Sunday, February 27, 2011

How effective is your mini regression?

The market window of opportunity for electronic products is gradually shrinking. This directly affects the design cycle of SOCs going into these products. Aggressive schedules leave no margin of error. Since verification claims most part of the design schedule it becomes all the more important to improve efficiency and weed out redundancies wherever possible. Mini regression, ubiquitous to all ASIC projects is a subset of stable tests to ensure sanity when –
-   RTL was fixed for a bug.
-   TB was fixed for issues.
-   Before main regression to confirm that the database is clean.
-   Precedes check-in (configuration management).
Considering the above list, mini regression assumes an important role throughout the project. If not defined logically, this can invite inefficiencies in the process and affect schedule. Imagine if the tests in mini regression don’t exercise the common functionality of the design that gets affected due to a bug fix. The next regression run is a complete waste of resources - both simulation cycles and debugging efforts which otherwise could have been avoided.
So, how to define a mini regression?
Coverage driven verification has been religiously adopted by all new project starts. An essential part of this approach is to run coverage frequently as compared to legacy approach of directed scenario based verification where coverage was run in the later part of the projects. If you are working on a legacy test suite then you already have enough tests in place to run the coverage at the start itself. Verification tools have supported ‘coverage grading’ for a long time. Coverage grading helps you identify the tests contributing maximum to the coverage goals. If you are working at the block/IP level the focus of the coverage would be on the functionality of the block and once you move to subsystem or SOC level, the integration verification becomes the focus. To analyze the coverage grading, it is important to make sure that the coverage goals are in line with the scope of verification. With this list in hand, engineers can easily identify the list of tests that have the maximum reach to the functionality of the design thereby improving the effectiveness of mini regression.  
But, hold on; is this criterion good enough to select the tests? Remember, mini regression is used quite frequently. Another important aspect to be considered is the total turn-around time for mini regression. A test running for a long time can contribute maximum to coverage. However this test may not be the best choice for the mini regression as the total time to execute this test will be quite long and waste resources otherwise. So now we have two parameters, ‘coverage grading’ and ‘simulation time grading’ and we need to identify a compromise between the two to define a mini regression suite. Finally, since the main regression keeps on growing as the verification progresses, it is important to update the mini regression test list periodically.
With design complexity increasing, verification is becoming even more complex. Efficiency is vital to accomplish the given task in short time. A well planned mini regression is one of the keys to improve that efficiency.

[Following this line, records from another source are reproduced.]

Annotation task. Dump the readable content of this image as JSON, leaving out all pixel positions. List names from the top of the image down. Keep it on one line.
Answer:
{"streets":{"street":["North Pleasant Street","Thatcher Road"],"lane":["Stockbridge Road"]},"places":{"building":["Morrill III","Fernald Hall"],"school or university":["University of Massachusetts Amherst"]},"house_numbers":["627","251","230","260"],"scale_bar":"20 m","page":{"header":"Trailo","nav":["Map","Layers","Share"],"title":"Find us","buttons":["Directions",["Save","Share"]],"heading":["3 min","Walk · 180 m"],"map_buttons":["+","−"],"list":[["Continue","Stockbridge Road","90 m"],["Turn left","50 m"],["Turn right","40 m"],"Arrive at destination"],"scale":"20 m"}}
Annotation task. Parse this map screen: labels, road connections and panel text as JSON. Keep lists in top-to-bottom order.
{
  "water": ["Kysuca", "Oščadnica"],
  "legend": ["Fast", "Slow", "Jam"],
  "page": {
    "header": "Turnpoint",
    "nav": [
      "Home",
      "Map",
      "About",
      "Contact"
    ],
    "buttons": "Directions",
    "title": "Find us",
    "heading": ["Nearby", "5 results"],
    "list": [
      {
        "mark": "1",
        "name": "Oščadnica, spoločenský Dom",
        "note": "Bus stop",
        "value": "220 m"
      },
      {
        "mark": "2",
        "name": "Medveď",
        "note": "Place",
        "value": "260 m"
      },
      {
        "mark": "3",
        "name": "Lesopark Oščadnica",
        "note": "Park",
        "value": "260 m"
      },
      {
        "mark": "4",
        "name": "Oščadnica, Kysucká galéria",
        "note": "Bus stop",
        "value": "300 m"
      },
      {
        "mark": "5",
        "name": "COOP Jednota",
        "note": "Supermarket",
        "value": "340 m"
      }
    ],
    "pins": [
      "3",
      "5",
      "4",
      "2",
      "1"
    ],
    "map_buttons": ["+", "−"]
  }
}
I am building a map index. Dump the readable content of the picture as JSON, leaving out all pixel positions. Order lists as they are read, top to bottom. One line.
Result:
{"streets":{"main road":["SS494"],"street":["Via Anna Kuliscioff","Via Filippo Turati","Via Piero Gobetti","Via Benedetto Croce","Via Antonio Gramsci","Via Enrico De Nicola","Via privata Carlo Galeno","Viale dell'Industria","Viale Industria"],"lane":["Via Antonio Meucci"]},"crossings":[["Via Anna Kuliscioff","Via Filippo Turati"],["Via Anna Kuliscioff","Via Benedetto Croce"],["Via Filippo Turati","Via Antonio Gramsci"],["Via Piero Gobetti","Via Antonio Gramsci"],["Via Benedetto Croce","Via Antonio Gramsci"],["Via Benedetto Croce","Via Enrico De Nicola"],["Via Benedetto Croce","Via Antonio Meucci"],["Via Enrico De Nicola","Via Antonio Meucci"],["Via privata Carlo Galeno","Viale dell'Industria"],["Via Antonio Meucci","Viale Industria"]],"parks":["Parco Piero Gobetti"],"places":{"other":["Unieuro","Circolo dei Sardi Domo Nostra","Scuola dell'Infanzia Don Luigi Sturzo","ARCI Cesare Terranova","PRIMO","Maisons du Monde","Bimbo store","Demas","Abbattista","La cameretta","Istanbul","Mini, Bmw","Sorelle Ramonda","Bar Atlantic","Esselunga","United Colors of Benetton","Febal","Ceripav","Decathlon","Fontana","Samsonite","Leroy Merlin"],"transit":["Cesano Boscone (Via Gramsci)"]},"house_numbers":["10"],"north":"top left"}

Saturday, February 12, 2011

INTEL : RETURN OF THE BUG

BUGS are like a career partner for a verification engineer. Every new bug discovery makes you feel elated and satisfied. Probably a verification engineer would say BUGS more no. of times than his/her kid’s name J.
However, bugs aren’t always welcome especially when discovered late. Intel, the top semiconductor company has been bitten by another nasty bug recently.
OLD BUG – In late 1994, Intel confirmed a bug, popularly known as FDIV BUG (FDIV – x86 assembly language floating point instruction) in hardware divide block of the Pentium processor. According to Intel, the bug is rare (once every 9 to 10 billion operand pairs) and its occurrence depends upon frequency of FP instruction usage, the input operands, how output of this unit is propagated into further computation and the way in which the final results are interpreted. The bug was root caused to few missing entries in the lookup table used by the divide operation algorithm and was fixed with a mask change in the re-spin. Total cost of replacement of the processors was approximated to $475 million in 1995.
One example to test the BUG was - (824633702441.0) X (1/824633702441.0) should be exactly equal to 1 while the affected chips return 0.999999996274709702 for this calculation.
NEW BUG – A few weeks back, Intel confirmed another bug in a recently announced (at CES) Cougar point chip sets having 2 sets of SATA ports (3Gbps & 6Gbps). The problem was discovered in a transistor in 3Gbps PLL clocking tree that has a very thin gate oxide allowing it to turn on with very low voltage. This transistor has been biased with a high voltage leading to high leakage current. Continuous usage of this port will lead to transistor failure estimated to be in 2 to 3 years. The problem was confirmed in the Intel reliability lab while testing for accelerated life time performance (~time machine J). The remedy is a metal layer fix. Intel decides to replace the chip sets and has declared the approximate cost to be $700 million in worst case.

Points to ponder
-  The mean time between the 2 bugs (both ended up with customer) is 15 years.
-  Intel’s handling of this crisis equivalent situation has improved a lot since the first one.
-  The corrected samples took months for the first one but weeks for second.
-  FDIV bug could have been discovered with random verification (was still evolving at that time).
-  The new one is a reliability issue. Probably we need modeling techniques to uncover such issues early enough.
-  The cost of the bug to Intel is more than the annual revenues of many semiconductor companies.
BUGS, the inevitable part of our careers can be costly at times. The ongoing development in verification methodologies, standards, modeling and EDA technology all work towards taming those hidden defects that tend to prove Murphy’s law (If anything can go wrong, it will go wrong when you least expect it) some day.
Be cautious & Happy bug hunting!